India’s stricter verification standards focus on deepfakes and static images

The latest FIU rules go beyond simply checking documents. Exchanges must now use live selfie verification, requiring users to make dynamic movements such as blinking or turning their head. This aims to prevent static photos or deepfakes from bypassing identity checks.

As noted by the Times of India, platforms must collect additional data during account creation, including latitude and longitude, date, time, and IP address.

"The crypto exchange must also ensure that the customer whose data is provided during account creation is indeed the same person using the application and carrying out the process themselves," according to the guidelines.

The rules also tighten documentation requirements. In addition to a Permanent Account Number (PAN), users must provide a second form of identification. This may include: a passport, Aadhaar card (a 12-digit unique identity number issued by the Indian government), or a voter ID card.

In addition, email addresses and mobile numbers are verified using one-time password (OTP) authentication for extra security. Using the 'penny-drop' method—where a small bank transfer of 1 rupee is made—verifies that the account truly belongs to the user.
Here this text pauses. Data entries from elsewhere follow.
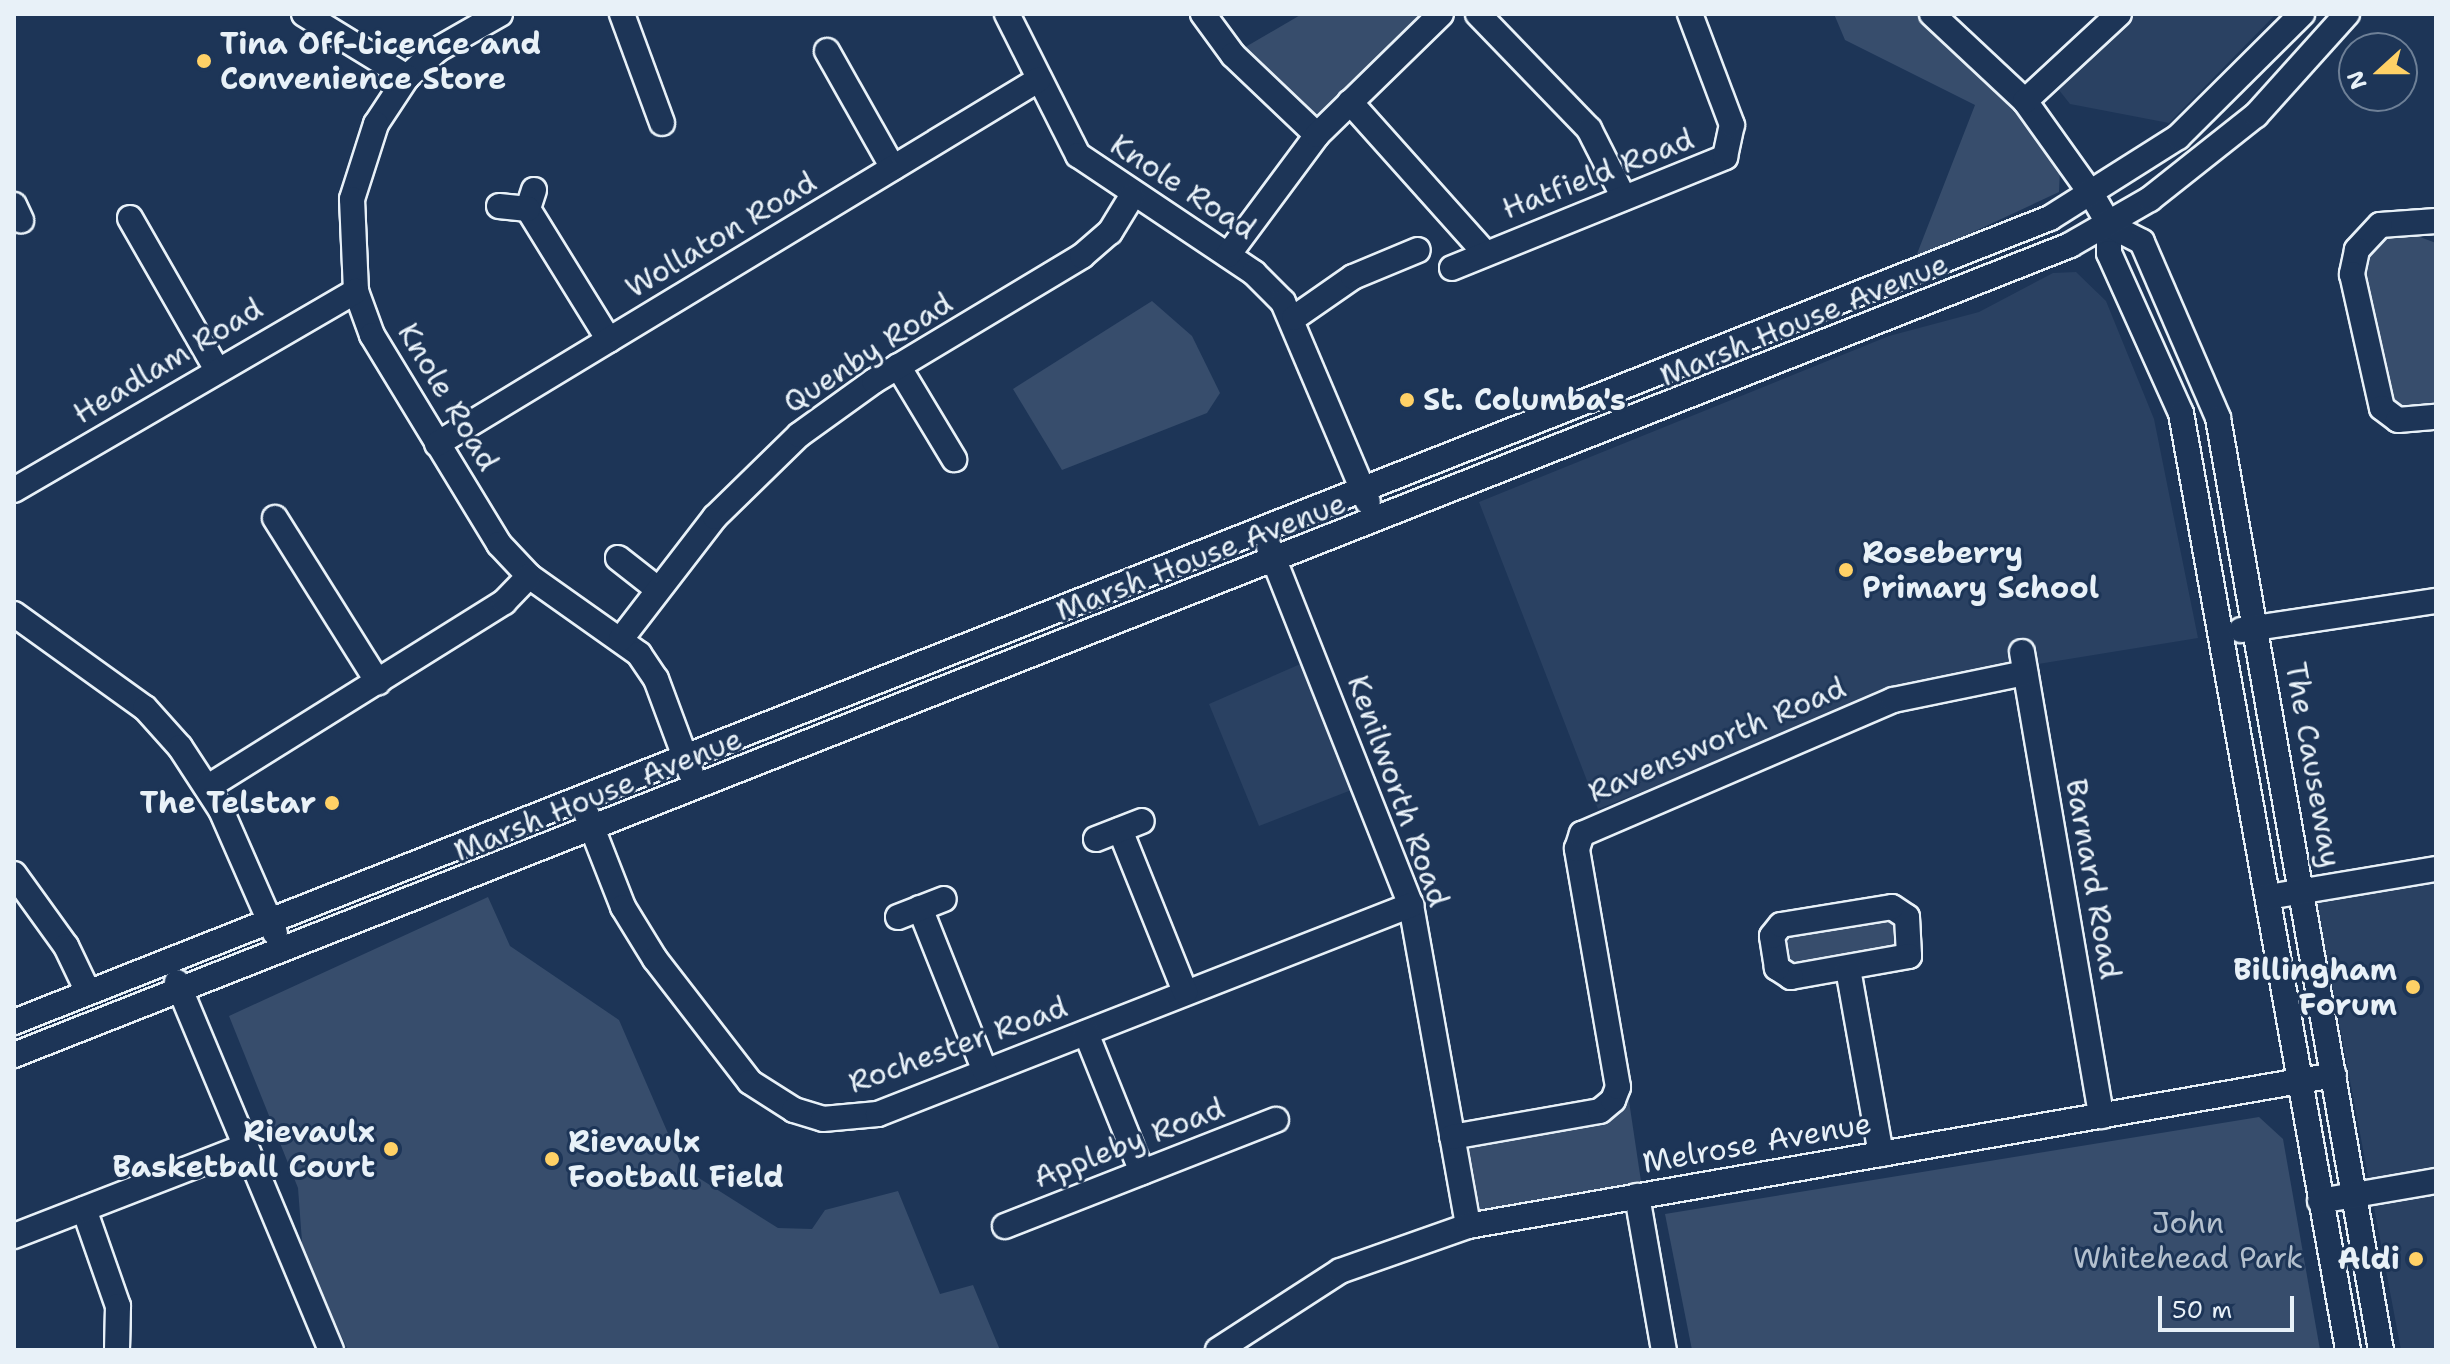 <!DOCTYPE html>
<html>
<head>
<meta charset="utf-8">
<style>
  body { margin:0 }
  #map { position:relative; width:2450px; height:1364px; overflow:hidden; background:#1d3557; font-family:"Shantell Sans",sans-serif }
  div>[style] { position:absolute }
  .built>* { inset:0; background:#2a4162 }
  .green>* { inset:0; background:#374d6c }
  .roads { filter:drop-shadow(2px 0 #e8f1f8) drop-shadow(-2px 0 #e8f1f8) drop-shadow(0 2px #e8f1f8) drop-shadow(0 -2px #e8f1f8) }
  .minor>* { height:24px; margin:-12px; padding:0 12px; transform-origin:12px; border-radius:12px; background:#1d3557 }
  .dots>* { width:22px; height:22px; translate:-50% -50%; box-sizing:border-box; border:4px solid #1d3557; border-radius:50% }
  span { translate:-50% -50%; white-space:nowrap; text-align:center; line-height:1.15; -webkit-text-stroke:6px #1d3557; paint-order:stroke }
  .poi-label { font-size:30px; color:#e8f1f8; font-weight:700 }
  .left { translate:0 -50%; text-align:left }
  .right { translate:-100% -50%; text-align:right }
  .street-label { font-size:30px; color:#e8f1f8 }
  .park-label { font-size:30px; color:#b3c0ce }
  .frame { position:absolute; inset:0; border:16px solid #e8f1f8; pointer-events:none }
  .north { position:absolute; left:2338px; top:32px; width:80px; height:80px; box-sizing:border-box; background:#1d3557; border:2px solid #6e8097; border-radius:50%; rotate:249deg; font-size:22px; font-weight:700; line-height:32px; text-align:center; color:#e8f1f8 }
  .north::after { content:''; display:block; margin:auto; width:28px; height:36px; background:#ffd166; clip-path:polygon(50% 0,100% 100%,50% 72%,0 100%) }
  .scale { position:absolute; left:2158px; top:1296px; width:136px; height:36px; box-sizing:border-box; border:4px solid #e8f1f8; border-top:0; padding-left:10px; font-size:24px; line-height:28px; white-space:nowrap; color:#e8f1f8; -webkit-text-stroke:6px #1d3557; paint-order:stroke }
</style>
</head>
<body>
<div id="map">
  <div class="built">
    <i style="clip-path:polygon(2132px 14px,2276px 14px,2169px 123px,2070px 104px,2055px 85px)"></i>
    <i style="clip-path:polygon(2076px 272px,2106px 301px,2154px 419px,2198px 638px,1916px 684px,1598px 809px,1479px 502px,1889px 336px,1979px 312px,2053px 273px)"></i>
    <i style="clip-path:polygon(1305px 662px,1354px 789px,1259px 826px,1209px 704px)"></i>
    <i style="clip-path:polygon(2436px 864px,2436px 1350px,2401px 1350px,2313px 885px)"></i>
  </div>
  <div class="green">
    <i style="clip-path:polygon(1302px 14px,1430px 14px,1312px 120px,1242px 49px)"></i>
    <i style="clip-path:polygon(1834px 14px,1952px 14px,2060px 169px,2059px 192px,1915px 259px,1975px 105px,1845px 40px)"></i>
    <i style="clip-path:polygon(2401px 230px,2436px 243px,2436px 417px,2395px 409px,2380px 391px,2356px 270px,2375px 241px)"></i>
    <i style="clip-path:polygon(1152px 301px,1192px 336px,1220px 393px,1207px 413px,1062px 470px,1013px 389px)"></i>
    <i style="clip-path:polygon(488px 897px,510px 946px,619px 1020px,683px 1168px,778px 1228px,812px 1229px,825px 1210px,898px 1191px,940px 1294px,973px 1285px,1000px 1350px,348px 1350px,303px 1255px,298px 1188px,229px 1016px)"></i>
    <i style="clip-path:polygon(1902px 909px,1905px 958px,1782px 976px,1775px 928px)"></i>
    <i style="clip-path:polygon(1629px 1101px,1642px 1188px,1474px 1220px,1458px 1142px)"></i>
    <i style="clip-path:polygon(2259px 1117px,2283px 1139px,2320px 1350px,1692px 1350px,1665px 1214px)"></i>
  </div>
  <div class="roads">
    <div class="minor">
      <i style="left:304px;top:14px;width:121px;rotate:31.5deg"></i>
      <i style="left:500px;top:14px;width:73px;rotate:150.3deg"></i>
      <i style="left:437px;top:50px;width:40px;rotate:138deg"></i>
      <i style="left:407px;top:77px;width:56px;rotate:123.4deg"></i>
      <i style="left:376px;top:124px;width:79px;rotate:107.7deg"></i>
      <i style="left:352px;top:199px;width:92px;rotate:87.5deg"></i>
      <i style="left:356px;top:291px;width:47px;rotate:70deg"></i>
      <i style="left:372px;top:335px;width:245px;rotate:58.7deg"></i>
      <i style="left:499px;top:544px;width:44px;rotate:46.8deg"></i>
      <i style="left:529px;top:576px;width:135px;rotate:35.3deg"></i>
      <i style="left:639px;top:654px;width:30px;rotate:56deg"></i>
      <i style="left:656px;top:679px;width:100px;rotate:69.6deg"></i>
      <i style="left:622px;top:14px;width:116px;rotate:69.8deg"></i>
      <i style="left:1007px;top:14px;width:158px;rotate:63.3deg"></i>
      <i style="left:1078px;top:155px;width:212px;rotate:33.8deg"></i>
      <i style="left:1254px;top:273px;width:41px;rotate:45deg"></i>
      <i style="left:1283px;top:302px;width:217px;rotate:67deg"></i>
      <i style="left:1203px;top:14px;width:51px;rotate:53.8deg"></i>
      <i style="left:1233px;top:55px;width:116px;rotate:43.6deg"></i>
      <i style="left:1478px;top:14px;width:160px;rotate:46deg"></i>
      <i style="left:1589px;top:129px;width:77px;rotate:63.1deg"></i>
      <i style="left:1932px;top:14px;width:127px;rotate:43.1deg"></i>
      <i style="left:2025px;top:101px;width:115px;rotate:54.5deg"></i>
      <i style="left:2092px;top:195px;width:34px;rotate:60deg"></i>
      <i style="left:2109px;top:225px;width:28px;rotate:90deg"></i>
      <i style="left:2109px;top:253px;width:175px;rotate:65.8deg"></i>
      <i style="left:2181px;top:413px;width:952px;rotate:79.89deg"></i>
      <i style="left:827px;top:51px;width:134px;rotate:60.6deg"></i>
      <i style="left:2025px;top:101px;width:128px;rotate:-42.8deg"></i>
      <i style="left:1350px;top:102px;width:203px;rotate:48.2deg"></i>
      <i style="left:534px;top:190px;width:20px;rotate:108deg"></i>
      <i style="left:528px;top:209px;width:154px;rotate:58.3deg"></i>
      <i style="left:14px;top:205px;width:17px;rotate:65deg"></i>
      <i style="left:499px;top:206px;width:29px;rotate:6deg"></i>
      <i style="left:130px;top:218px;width:173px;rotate:60.2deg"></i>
      <i style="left:2436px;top:221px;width:56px;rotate:175.9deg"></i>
      <i style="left:2380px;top:225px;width:34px;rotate:133deg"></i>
      <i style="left:2357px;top:250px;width:25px;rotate:102deg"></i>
      <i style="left:2352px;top:274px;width:137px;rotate:77.4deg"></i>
      <i style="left:2382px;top:408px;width:20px;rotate:37deg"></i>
      <i style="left:2398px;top:420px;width:38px;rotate:-5deg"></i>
      <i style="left:2109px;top:225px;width:37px;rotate:27deg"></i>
      <i style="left:2142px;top:242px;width:192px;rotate:66.6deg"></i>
      <i style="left:2218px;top:418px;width:946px;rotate:80.08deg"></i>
      <i style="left:1228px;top:255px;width:149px;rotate:-53.4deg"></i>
      <i style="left:1317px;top:135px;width:173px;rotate:-44.3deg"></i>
      <i style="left:1452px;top:268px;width:295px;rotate:-22.1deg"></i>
      <i style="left:1725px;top:157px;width:33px;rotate:-78deg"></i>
      <i style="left:1732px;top:125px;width:119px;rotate:-110.7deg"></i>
      <i style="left:1294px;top:318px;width:72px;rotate:-34.8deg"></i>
      <i style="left:1353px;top:277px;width:70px;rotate:-22.6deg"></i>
      <i style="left:898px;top:366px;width:109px;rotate:58.9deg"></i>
      <i style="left:437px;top:444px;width:703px;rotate:-31.2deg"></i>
      <i style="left:14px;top:490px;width:396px;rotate:-30.2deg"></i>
      <i style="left:275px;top:518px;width:194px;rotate:57.9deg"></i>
      <i style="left:1269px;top:547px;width:385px;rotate:68.4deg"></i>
      <i style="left:1411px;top:905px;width:326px;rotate:79.9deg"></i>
      <i style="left:618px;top:558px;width:47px;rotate:38.1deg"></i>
      <i style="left:14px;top:614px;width:161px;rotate:35.7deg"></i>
      <i style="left:145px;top:708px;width:52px;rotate:48.1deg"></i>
      <i style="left:180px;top:747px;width:75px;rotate:56.9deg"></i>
      <i style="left:221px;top:810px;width:134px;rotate:66.3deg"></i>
      <i style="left:2241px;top:630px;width:197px;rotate:-8.5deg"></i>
      <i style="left:621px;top:639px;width:154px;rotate:-52.4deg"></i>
      <i style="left:715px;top:517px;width:117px;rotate:-44.3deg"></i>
      <i style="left:799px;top:435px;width:92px;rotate:-35.8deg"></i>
      <i style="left:874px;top:381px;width:243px;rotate:-31deg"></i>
      <i style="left:1082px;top:256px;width:37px;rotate:-41deg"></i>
      <i style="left:1110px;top:232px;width:42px;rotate:-58.6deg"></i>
      <i style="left:2022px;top:652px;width:471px;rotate:80.3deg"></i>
      <i style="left:208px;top:787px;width:349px;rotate:-32deg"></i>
      <i style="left:504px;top:602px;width:36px;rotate:-46deg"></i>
      <i style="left:587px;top:815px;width:99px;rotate:68.6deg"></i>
      <i style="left:623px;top:907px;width:61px;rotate:58.4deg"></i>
      <i style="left:655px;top:959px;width:155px;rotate:52.3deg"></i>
      <i style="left:750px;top:1082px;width:52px;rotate:32.5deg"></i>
      <i style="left:794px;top:1110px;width:30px;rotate:17deg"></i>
      <i style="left:823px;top:1119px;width:55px;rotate:-5.2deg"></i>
      <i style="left:878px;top:1114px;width:573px;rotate:-21.41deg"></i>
      <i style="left:1120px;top:830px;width:175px;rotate:68.1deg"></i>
      <i style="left:1096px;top:839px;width:49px;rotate:-21.4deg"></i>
      <i style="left:14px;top:874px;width:89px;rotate:54.2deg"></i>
      <i style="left:66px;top:946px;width:51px;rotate:64.4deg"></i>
      <i style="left:2268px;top:897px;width:170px;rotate:-9.5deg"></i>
      <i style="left:1892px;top:907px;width:18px;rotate:34deg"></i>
      <i style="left:1907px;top:917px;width:39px;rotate:87deg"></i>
      <i style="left:1909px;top:956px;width:120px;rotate:169.9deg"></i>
      <i style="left:1791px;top:977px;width:17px;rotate:-147deg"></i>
      <i style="left:1777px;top:968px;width:32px;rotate:-99deg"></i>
      <i style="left:1772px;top:936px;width:14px;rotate:-51deg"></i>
      <i style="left:1781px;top:925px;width:112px;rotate:-9.2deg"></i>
      <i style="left:920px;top:908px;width:175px;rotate:68.3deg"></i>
      <i style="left:898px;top:917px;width:49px;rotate:-21.4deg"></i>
      <i style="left:1848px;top:969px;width:188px;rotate:79.9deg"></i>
      <i style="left:177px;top:982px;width:399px;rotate:67.3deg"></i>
      <i style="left:14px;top:1022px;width:2189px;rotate:-21.55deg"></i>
      <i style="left:2050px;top:218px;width:151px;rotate:-32.3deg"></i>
      <i style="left:2178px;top:137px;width:175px;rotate:-44.8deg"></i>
      <i style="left:1086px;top:1033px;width:150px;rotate:68.1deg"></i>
      <i style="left:14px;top:1055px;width:2210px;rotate:-21.5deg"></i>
      <i style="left:2070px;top:245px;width:92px;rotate:-29.9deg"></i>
      <i style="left:2150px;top:199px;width:135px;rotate:-38.4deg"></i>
      <i style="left:2256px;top:115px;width:136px;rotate:-48deg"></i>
      <i style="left:1452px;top:1137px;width:150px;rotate:-10deg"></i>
      <i style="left:1600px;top:1111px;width:17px;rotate:-40deg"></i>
      <i style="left:1613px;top:1100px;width:14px;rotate:-69deg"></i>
      <i style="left:1618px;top:1087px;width:242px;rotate:-99.8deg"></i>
      <i style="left:1577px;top:849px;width:16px;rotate:-72deg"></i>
      <i style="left:1582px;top:834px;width:339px;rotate:-23.3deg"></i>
      <i style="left:1893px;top:700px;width:135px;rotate:-11.6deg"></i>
      <i style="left:1637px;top:1196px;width:156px;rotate:80.1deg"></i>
      <i style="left:2320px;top:1201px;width:118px;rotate:-9.8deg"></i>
      <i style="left:84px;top:1209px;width:103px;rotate:70.7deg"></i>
      <i style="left:118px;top:1306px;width:44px;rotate:91.3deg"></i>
      <i style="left:1005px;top:1226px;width:291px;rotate:-21.4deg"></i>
      <i style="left:14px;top:1236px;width:246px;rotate:-21.2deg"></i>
      <i style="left:1218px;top:1350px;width:145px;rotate:-32.9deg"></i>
      <i style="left:1340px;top:1271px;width:136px;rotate:-19.4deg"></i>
      <i style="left:1468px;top:1226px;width:879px;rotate:-9.89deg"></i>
    </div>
  </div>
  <div class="dots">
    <i style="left:204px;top:61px;background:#ffd166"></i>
    <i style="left:1407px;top:400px;background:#ffd166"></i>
    <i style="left:1846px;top:570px;background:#ffd166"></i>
    <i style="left:332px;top:803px;background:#ffd166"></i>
    <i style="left:2413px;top:987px;background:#ffd166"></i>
    <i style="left:391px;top:1149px;background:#ffd166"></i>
    <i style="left:552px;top:1159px;background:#ffd166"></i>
    <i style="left:2416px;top:1259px;background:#ffd166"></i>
  </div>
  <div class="poi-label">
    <span class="left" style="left:220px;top:61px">Tina Off-Licence and<br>Convenience Store</span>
    <span class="left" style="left:1423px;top:400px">St. Columba's</span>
    <span class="left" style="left:1862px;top:570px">Roseberry<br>Primary School</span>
    <span class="right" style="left:316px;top:803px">The Telstar</span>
    <span class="right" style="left:2397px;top:987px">Billingham<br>Forum</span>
    <span class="right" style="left:375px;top:1149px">Rievaulx<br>Basketball Court</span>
    <span class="left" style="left:568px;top:1159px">Rievaulx<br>Football Field</span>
    <span class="right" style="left:2400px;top:1259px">Aldi</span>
  </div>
  <div class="street-label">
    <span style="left:1598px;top:174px;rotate:-21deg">Hatfield Road</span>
    <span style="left:1183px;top:187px;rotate:33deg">Knole Road</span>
    <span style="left:721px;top:235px;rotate:-31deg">Wollaton Road</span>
    <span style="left:1804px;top:320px;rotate:-22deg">Marsh House Avenue</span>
    <span style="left:868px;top:353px;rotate:-33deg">Quenby Road</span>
    <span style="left:168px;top:361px;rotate:-31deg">Headlam Road</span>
    <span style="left:448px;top:397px;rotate:59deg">Knole Road</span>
    <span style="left:1201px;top:557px;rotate:-21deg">Marsh House Avenue</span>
    <span style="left:1717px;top:740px;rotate:-23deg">Ravensworth Road</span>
    <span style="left:2313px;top:765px;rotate:80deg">The Causeway</span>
    <span style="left:1398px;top:791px;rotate:70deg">Kenilworth Road</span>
    <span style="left:598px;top:795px;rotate:-22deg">Marsh House Avenue</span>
    <span style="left:2093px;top:879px;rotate:80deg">Barnard Road</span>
    <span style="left:958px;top:1045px;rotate:-20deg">Rochester Road</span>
    <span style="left:1129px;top:1143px;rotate:-21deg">Appleby Road</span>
    <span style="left:1757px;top:1143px;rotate:-10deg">Melrose Avenue</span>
  </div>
  <div class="park-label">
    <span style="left:2188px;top:1240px">John<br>Whitehead Park</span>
  </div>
  <div class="frame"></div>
  <div class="north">N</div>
  <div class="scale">50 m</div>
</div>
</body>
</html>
Users classified as high risk will, under the new FIU rules, face more frequent and stricter controls. This includes individuals with ties to tax havens, countries on the Financial Action Task Force (FATF) grey or black lists, politically exposed persons (PEPs), or non-profit organizations.

These users must update their KYC information every six months, while regular users do so once a year. Exchanges must also conduct additional due diligence.

Beyond the registration process, the FIU also enforces strict measures against tools that enhance anonymity (such as mixers/tumblers and similar products), which are used to hide transactions. Additionally, the FIU strongly advises against Initial Coin Offerings (ICOs) and Initial Token Offerings (ITOs).

According to the regulator, this type of activity constitutes "large and complex" risks in the areas of money laundering and terrorism financing. They are viewed as initiatives without clear economic justification.

A strict tax regime drives users toward offshore platforms

In addition to strict oversight, India imposes a 30% tax on crypto gains. An additional 1% tax is withheld at source (TDS) on every transaction. Analysts say this tax structure "works against" domestic trading, discouraging local activity and pushing users toward foreign trading platforms.

"Summarized in one sentence: the tax policy, which is not uniformly applied across the sector, has caused a significant shift of users and liquidity toward foreign platforms," according to a report.

The report indicates that Indian users generated approximately ₹4.87.799 crore in trading volume on foreign exchanges between October 2024 and October 2025. This amounts to roughly $54.1 billion.

For comparison, Indian users' foreign trading volume the previous year was ₹2.63.406 crore ($29.2 billion). This represents an 85% increase compared to the previous year.

According to the report, 91.5% of all Indian crypto trading now takes place on foreign platforms. Only 8.5% of trading remains on registered Indian exchanges.

"The uncollected TDS since October 2024 amounts to ₹4.877 crore. Since the introduction of the policy, this figure has risen to ₹11.000 crore," analysts emphasized. "When discussing capital flight and lost tax revenue, we estimate the government's loss since the implementation of the 30% tax rate to be approximately ₹36.000 crore."

The increased compliance demands and heavy tax burden pose a challenge for India's crypto sector. The new KYC rules aim for transparency and crime prevention, but high taxes drive users out of the country and reduce government revenue. Achieving a proper balance between oversight and domestic engagement remains uncertain. The crypto industry stands at a critical turning point.